Implementation Reference

  • The primary handler function implementing the get_sitemap_tree tool logic. Validates URL, retrieves sitemap tree from cache or fetches new, computes counts, serializes to JSON.
    async def get_sitemap_tree(
        ctx: Context,
        url: str = Field(
            ..., description="The URL of the website homepage (e.g., https://example.com)"
        ),
        include_pages: bool = Field(
            False, description="Whether to include page details in the response"
        ),
    ) -> str:
        try:
            normalized_url = normalize_and_validate_url(url)
            if not normalized_url:
                return safe_json_dumps(
                    {
                        "error": "Invalid URL provided.
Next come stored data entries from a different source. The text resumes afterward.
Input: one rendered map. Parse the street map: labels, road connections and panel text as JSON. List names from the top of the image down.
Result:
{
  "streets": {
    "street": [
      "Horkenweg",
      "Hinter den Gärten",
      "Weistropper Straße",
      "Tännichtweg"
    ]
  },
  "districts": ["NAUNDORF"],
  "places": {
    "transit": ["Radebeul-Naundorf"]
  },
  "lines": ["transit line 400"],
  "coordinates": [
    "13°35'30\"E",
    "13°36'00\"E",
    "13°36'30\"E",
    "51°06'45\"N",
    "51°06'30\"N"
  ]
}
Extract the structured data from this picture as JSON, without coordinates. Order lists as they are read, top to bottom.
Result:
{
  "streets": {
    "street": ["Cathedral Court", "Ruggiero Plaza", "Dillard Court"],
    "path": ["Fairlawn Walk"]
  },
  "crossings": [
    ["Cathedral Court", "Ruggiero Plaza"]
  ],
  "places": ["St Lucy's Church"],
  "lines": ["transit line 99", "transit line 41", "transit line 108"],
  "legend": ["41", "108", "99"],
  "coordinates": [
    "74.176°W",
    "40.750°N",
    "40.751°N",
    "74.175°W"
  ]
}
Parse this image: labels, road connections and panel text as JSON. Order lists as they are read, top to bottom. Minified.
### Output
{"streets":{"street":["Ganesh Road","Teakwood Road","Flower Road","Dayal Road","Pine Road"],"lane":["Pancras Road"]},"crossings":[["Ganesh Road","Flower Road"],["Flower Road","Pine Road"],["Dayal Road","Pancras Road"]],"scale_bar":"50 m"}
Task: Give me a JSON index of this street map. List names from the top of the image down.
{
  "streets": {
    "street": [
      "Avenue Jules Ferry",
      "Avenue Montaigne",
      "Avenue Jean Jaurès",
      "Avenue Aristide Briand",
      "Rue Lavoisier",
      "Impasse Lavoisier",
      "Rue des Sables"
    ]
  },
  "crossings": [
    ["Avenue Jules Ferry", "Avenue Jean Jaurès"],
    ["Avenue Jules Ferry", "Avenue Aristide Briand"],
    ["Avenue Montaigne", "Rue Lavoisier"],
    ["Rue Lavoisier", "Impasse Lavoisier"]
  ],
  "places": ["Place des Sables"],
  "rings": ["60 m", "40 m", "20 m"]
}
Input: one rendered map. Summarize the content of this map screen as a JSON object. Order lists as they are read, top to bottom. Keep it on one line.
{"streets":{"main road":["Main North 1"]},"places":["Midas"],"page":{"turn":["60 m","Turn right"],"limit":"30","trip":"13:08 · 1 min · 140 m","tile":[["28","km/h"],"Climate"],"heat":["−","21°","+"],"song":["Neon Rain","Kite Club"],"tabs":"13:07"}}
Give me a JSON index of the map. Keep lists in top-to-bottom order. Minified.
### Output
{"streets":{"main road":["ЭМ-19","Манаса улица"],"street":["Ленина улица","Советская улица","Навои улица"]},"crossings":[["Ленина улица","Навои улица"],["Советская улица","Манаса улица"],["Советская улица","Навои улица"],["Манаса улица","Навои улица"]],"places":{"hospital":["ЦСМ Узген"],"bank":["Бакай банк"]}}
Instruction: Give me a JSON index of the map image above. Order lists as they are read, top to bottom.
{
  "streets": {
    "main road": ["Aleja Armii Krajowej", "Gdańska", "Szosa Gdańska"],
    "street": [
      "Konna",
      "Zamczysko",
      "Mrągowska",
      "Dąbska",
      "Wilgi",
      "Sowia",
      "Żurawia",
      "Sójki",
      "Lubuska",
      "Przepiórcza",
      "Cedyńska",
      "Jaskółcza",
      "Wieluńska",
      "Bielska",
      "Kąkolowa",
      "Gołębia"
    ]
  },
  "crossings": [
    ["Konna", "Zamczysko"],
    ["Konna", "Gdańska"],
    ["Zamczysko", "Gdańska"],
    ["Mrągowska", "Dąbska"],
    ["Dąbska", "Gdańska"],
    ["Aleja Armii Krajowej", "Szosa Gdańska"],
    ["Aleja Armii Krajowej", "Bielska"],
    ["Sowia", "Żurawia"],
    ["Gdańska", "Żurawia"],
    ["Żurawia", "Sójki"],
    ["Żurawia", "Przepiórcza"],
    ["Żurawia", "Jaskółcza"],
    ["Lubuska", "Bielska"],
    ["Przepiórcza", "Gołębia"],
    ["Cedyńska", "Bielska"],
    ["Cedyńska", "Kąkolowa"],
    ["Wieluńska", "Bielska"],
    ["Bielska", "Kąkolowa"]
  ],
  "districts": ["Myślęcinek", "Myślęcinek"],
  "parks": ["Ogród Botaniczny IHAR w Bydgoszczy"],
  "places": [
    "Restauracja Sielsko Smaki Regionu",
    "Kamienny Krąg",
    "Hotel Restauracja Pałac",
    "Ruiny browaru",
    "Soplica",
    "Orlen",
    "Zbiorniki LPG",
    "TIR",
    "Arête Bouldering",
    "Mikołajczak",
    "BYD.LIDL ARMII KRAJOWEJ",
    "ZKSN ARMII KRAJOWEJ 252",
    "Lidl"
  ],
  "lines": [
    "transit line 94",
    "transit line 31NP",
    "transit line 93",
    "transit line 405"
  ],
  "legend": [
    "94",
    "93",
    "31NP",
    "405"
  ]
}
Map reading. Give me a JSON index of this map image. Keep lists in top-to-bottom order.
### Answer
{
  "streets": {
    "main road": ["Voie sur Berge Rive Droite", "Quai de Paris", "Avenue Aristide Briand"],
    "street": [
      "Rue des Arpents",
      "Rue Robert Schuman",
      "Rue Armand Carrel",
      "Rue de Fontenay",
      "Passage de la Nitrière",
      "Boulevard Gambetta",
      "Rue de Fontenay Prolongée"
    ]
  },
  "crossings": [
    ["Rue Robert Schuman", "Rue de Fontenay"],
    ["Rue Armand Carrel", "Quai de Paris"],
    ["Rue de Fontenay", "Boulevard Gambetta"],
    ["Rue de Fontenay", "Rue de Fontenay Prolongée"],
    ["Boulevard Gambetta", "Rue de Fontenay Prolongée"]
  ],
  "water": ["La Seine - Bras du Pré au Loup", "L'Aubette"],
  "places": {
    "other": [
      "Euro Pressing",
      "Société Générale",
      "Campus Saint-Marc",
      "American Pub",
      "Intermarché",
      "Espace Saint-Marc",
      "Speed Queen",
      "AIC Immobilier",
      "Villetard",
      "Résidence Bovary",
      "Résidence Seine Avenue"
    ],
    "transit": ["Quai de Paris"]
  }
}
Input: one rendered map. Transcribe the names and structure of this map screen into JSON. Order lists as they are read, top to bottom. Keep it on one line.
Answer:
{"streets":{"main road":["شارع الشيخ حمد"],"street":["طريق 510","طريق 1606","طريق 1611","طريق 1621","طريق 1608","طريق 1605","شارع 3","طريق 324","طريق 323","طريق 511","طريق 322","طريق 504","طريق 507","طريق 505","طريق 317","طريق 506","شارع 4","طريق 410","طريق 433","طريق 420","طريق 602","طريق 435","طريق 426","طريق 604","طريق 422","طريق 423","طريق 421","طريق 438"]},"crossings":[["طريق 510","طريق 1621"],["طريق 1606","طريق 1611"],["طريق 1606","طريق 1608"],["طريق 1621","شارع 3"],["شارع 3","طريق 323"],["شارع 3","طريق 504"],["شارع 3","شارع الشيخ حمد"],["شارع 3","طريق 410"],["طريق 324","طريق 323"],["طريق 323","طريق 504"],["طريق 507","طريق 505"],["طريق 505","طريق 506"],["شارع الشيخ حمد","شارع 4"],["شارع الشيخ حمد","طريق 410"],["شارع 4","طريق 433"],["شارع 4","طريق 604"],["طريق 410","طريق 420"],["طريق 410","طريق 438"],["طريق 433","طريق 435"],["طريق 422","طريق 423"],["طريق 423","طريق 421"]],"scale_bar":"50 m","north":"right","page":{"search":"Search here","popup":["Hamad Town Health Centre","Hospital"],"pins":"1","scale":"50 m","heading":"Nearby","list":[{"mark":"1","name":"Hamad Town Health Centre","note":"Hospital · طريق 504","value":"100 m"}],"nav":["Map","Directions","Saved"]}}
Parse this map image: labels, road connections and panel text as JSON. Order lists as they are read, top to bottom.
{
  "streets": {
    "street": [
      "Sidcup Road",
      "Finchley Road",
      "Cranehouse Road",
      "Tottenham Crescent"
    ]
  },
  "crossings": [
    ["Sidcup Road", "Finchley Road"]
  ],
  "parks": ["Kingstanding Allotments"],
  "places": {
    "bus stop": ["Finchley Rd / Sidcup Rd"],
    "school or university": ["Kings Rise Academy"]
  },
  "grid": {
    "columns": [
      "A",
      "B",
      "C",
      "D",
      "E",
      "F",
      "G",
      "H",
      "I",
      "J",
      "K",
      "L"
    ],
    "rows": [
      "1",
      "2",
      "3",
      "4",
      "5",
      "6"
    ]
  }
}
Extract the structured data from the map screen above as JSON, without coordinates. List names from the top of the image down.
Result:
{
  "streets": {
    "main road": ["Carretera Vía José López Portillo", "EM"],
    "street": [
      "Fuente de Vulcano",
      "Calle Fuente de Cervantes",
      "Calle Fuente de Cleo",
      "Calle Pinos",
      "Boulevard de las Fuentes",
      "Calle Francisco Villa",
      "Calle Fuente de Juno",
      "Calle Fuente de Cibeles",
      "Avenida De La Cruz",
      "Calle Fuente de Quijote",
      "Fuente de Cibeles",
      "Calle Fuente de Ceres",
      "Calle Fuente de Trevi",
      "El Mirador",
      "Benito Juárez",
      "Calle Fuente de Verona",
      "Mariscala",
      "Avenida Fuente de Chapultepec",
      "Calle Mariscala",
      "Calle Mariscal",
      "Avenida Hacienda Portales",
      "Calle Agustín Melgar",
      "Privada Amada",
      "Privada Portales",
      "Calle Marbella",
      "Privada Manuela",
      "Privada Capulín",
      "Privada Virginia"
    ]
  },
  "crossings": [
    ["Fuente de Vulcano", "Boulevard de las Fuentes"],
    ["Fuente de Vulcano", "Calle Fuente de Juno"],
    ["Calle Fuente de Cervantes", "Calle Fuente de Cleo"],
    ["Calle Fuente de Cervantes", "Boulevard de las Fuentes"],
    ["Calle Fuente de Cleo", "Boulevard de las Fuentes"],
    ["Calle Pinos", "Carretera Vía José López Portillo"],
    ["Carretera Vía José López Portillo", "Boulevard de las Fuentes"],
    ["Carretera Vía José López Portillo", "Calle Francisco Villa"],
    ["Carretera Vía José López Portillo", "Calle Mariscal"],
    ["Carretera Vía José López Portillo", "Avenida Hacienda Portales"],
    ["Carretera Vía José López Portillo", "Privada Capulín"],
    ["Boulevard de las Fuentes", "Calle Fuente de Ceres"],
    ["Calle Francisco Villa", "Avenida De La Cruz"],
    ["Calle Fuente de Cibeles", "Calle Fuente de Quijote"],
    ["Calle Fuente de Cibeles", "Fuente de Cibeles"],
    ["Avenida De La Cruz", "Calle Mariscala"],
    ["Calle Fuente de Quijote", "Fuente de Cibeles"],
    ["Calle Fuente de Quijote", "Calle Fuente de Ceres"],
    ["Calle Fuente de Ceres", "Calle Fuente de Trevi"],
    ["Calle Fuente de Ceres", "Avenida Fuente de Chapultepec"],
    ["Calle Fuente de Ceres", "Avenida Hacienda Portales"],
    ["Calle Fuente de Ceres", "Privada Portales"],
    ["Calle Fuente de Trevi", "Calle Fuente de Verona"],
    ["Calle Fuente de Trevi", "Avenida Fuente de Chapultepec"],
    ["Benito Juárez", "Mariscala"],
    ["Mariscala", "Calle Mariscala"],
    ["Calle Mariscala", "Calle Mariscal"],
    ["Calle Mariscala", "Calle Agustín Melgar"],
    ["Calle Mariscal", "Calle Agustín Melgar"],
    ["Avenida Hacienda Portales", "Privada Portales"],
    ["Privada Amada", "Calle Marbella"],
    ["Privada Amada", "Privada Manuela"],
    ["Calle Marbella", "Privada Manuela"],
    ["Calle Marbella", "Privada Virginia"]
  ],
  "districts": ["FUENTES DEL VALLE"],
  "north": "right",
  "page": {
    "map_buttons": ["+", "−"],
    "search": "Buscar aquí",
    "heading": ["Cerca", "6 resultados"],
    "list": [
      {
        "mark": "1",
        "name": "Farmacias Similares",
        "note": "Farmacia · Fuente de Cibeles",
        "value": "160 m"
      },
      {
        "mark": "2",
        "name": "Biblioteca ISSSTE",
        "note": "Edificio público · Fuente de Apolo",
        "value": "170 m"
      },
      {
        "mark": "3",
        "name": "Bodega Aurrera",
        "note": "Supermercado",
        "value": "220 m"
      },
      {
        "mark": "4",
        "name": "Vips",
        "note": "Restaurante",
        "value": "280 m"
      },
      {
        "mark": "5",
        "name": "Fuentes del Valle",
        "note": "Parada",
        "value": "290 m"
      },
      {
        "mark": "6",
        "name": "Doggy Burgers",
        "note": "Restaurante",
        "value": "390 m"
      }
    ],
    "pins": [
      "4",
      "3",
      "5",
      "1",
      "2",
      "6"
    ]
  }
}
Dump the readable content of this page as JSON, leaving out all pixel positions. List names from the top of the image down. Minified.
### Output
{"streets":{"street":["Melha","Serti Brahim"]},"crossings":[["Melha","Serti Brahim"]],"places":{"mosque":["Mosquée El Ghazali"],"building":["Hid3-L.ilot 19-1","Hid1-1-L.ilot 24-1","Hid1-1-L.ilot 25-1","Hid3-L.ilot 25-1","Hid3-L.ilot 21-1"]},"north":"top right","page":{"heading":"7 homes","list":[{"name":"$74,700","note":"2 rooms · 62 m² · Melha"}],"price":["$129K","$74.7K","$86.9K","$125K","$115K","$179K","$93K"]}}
Please provide a valid HTTP or HTTPS URL.",
                        "type": "ValidationError",
                    }
                )
            url = normalized_url
            tree = ctx.request_context.lifespan_context.get_sitemap(url)
            page_count = 0
            sitemap_count = 0
            if hasattr(tree, "all_pages"):
                try:
                    page_count = sum(1 for _ in tree.all_pages())
                except Exception as e:
                    logger.debug(f"Error counting pages: {str(e)}")
            if hasattr(tree, "all_sitemaps"):
                try:
                    sitemap_count = sum(1 for _ in tree.all_sitemaps())
                except Exception as e:
                    logger.debug(f"Error counting sitemaps: {str(e)}")
            logger.info(f"Found {page_count} pages and {sitemap_count} sitemaps for {url}.")
            sitemap_dict = tree.to_dict(with_pages=include_pages)
            return safe_json_dumps(sitemap_dict)
        except Exception as e:
            error_msg = f"Error fetching sitemap tree for {url}: {str(e)}"
            logger.error(error_msg)
            logger.exception(f"Detailed exception while fetching sitemap for {url}:")
            return safe_json_dumps(
                {"error": error_msg, "type": e.__class__.__name__, "details": str(e)}
            )
  • MCP tool registration decorator for get_sitemap_tree.
    @mcp.tool(
        description="Fetch and parse the sitemap tree from a website URL",
    )
  • Core helper method in SitemapContext for retrieving sitemap trees with intelligent caching based on homepage normalization.
    def get_sitemap(self, url: str) -> AbstractSitemap:
        """Get a sitemap tree for a homepage URL with caching.
    
        This method first normalizes the URL to its homepage using strip_url_to_homepage
        before checking the cache or fetching a new sitemap. This ensures that different URLs
        pointing to the same website (e.g., https://example.com and https://example.com/blog)
        will use the same cached sitemap data.
    
        Args:
            url: The URL of the website (will be normalized to homepage)
    
        Returns:
            The sitemap tree object
        """
        # Try to get from cache first
        cached_tree = self.get_cached_sitemap(url)
        if cached_tree:
            return cached_tree
    
        logger.info(f"Fetching sitemap tree for {url}")
        start_time = time.time()
    
        # We still use the original URL for fetching, as sitemap_tree_for_homepage
        # will handle the normalization internally
        tree = sitemap_tree_for_homepage(url)
    
        # Cache using the normalized URL
        self.cache_sitemap(url, tree)
    
        elapsed_time = time.time() - start_time
        logger.info(f"Fetched sitemap tree for {url} in {elapsed_time:.2f} seconds")
    
        return tree
  • Pydantic Field definitions providing the input schema for the tool parameters.
        url: str = Field(
            ..., description="The URL of the website homepage (e.g., https://example.com)"
        ),
        include_pages: bool = Field(
            False, description="Whether to include page details in the response"
        ),
    ) -> str:
Behavior2/5

Does the description disclose side effects, auth requirements, rate limits, or destructive behavior?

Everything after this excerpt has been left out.